Lear’s daughters address him as “Sir”, “your majesty” and “your dear highness” suggesting he is not only asserting his power as a king but as a father. We have character revelation here as Shakespeare reveals Lear’s hamartia, by having his daughter quantify their love for him indicates that he is arrogant and hubristic. Lear takes the most turns and his utterances are generally longer than the other characters as he speaks for the longest amount of time. His short response to Cordelia “nothing, nothing will come of nothing” indicates that the he is trying to maintain control over the conversation.
The adjacency pairs here are broken because “nothing” is a non-expected response, this suggests that this is an unsuccessful conversation and reveals more about their relationship.
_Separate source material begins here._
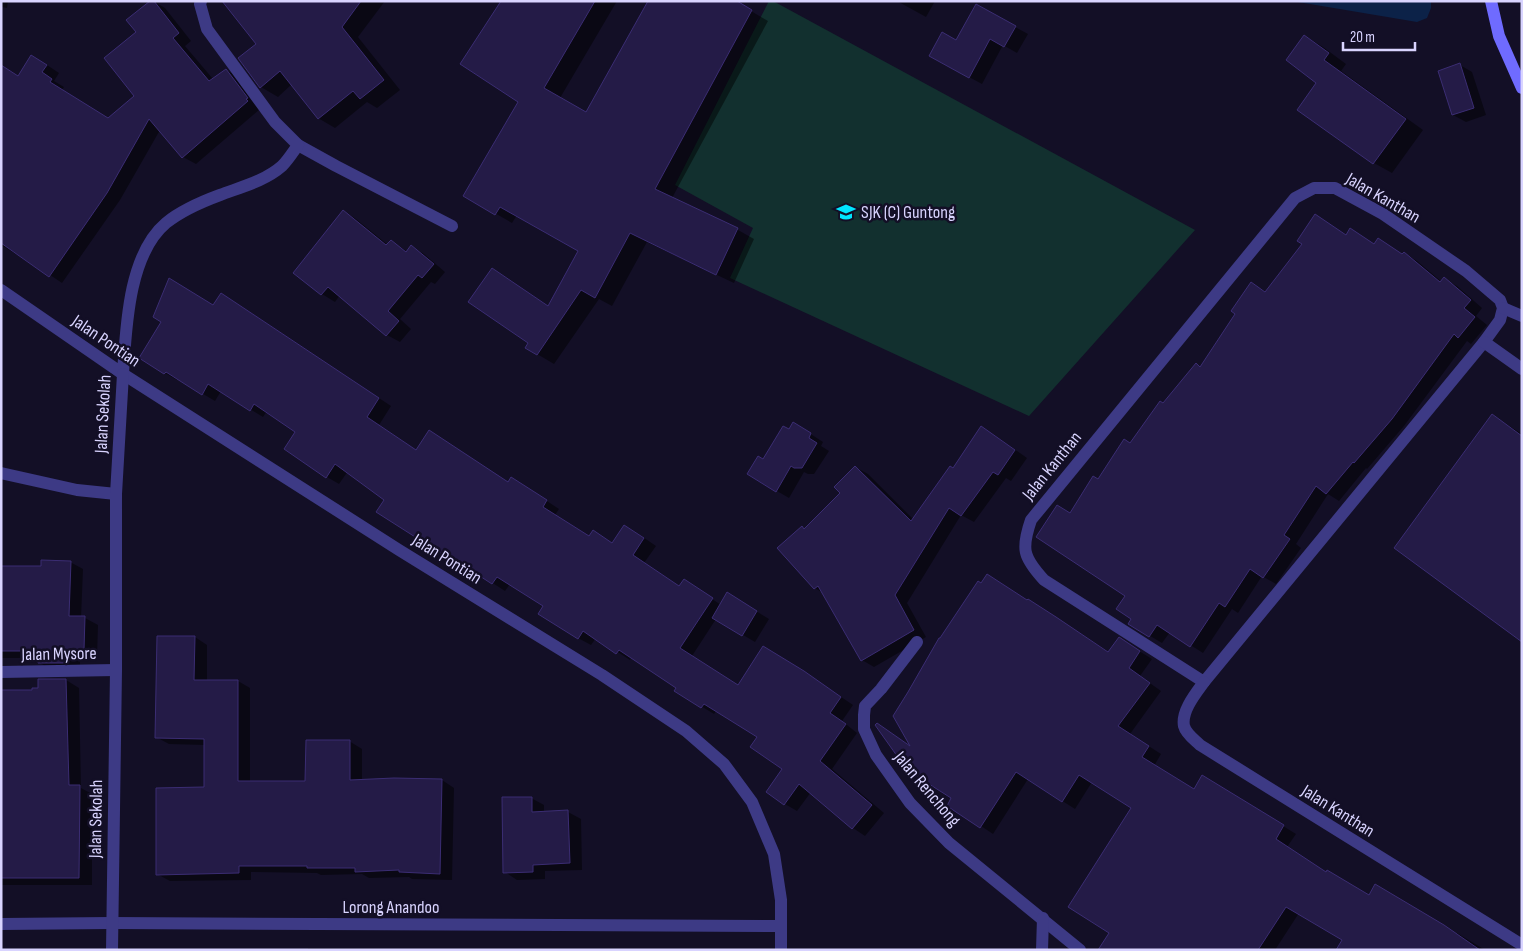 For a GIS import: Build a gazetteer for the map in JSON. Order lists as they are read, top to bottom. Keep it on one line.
{"streets":{"street":["Jalan Kanthan","Jalan Pontian","Jalan Sekolah","Jalan Mysore","Jalan Renchong","Lorong Anandoo"]},"crossings":[["Jalan Pontian","Jalan Sekolah"],["Jalan Pontian","Lorong Anandoo"],["Jalan Sekolah","Jalan Mysore"],["Jalan Sekolah","Lorong Anandoo"]],"places":{"school or university":["SJK (C) Guntong"]},"scale_bar":"20 m"}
In this conversation the adjacency pair is subverted by Cordelia creating tension on stage: Lear and Cordelia are both flouting Grice’s maxim of quantity as Lear says too much and Cordelia says too little which is further evidence of their conversation being unsuccessful. Goneril and Regan clearly abuse their father’s power as they try to deceive him.
The declarations of love made by the two daughters have been crafted to flatter Lear, they are exaggerated and the insincerity of this is shown through Shakespeare’s use of poetry. A good example of this is, “sir I love you more than word can wield, the matter dearer than eyesight, space and liberty. ” In other words, the substance of Goneril’s love is too great or weighty to be expressed. Similarly, the phrase, “a love that makes breath poor and speech unable” is hyperbolical as Goneril again tries to make her love seem priceless.
Regan’s declarations are even more exaggerated than her sisters’, “I am made to that self mettle as my sister and price me at her worth”. She tells her father that her own pleasure lies solely in the enjoyment of his love but her sister’s love is only a means to an end. The synthetic language used here to manipulate Lear’s vulnerability reveals that Regan desires to gain more power and control. It is clear that both their speeches are insincere and this creates tension because the audience can see that when the daughters declare their love for their father, they are in fact declaring their greed.
This is then juxtaposed by Cordelia’s simple and minimal responses; “I love your majesty according to my bond, no more nor less” showing that she speaks of her love more honestly. Cordelia’s asides allow her to build a relationship with the audience. These asides may appear spontaneous but Shakespeare has carefully crafted them for her speech to appear sincere and honest. When Cordelia is asked to express her love towards her father, she answers with “nothing”. Lear’s interrogative reply “nothing? suggests her simple answer has comes as a shock to him and the court, this response instantly changes both the mood and the tone within the scene. The short exchanges between Cordelia and Lear and the caesura in this line disrupts the iambic pentameter and the regularity of the blank verse creating dramatic tension on the stage. Lear orders Cordelia to “speak again”, this imperative reveals frustration and anger at which point his volume would increase. Cordelia delays her speech as she refuses to take part in Lear’s ceremonial ‘love test’ suggesting that she has some degree of power.
Her long pause creates an awkward silence on the stage and adding further to the tension between the characters and creating suspense. Lear’s attitude to power is clearly one of pride and arrogance which prevents him from seeing the true nature of Goneril and Regan’s appearances and their hypocrisy. He foolishly believes their excessively sweet and sentimental declarations and this is what makes this passage so dramatic. The power he asserts in this passage blinds him as he rejects the truthful Cordelia who he has banished from the kingdom.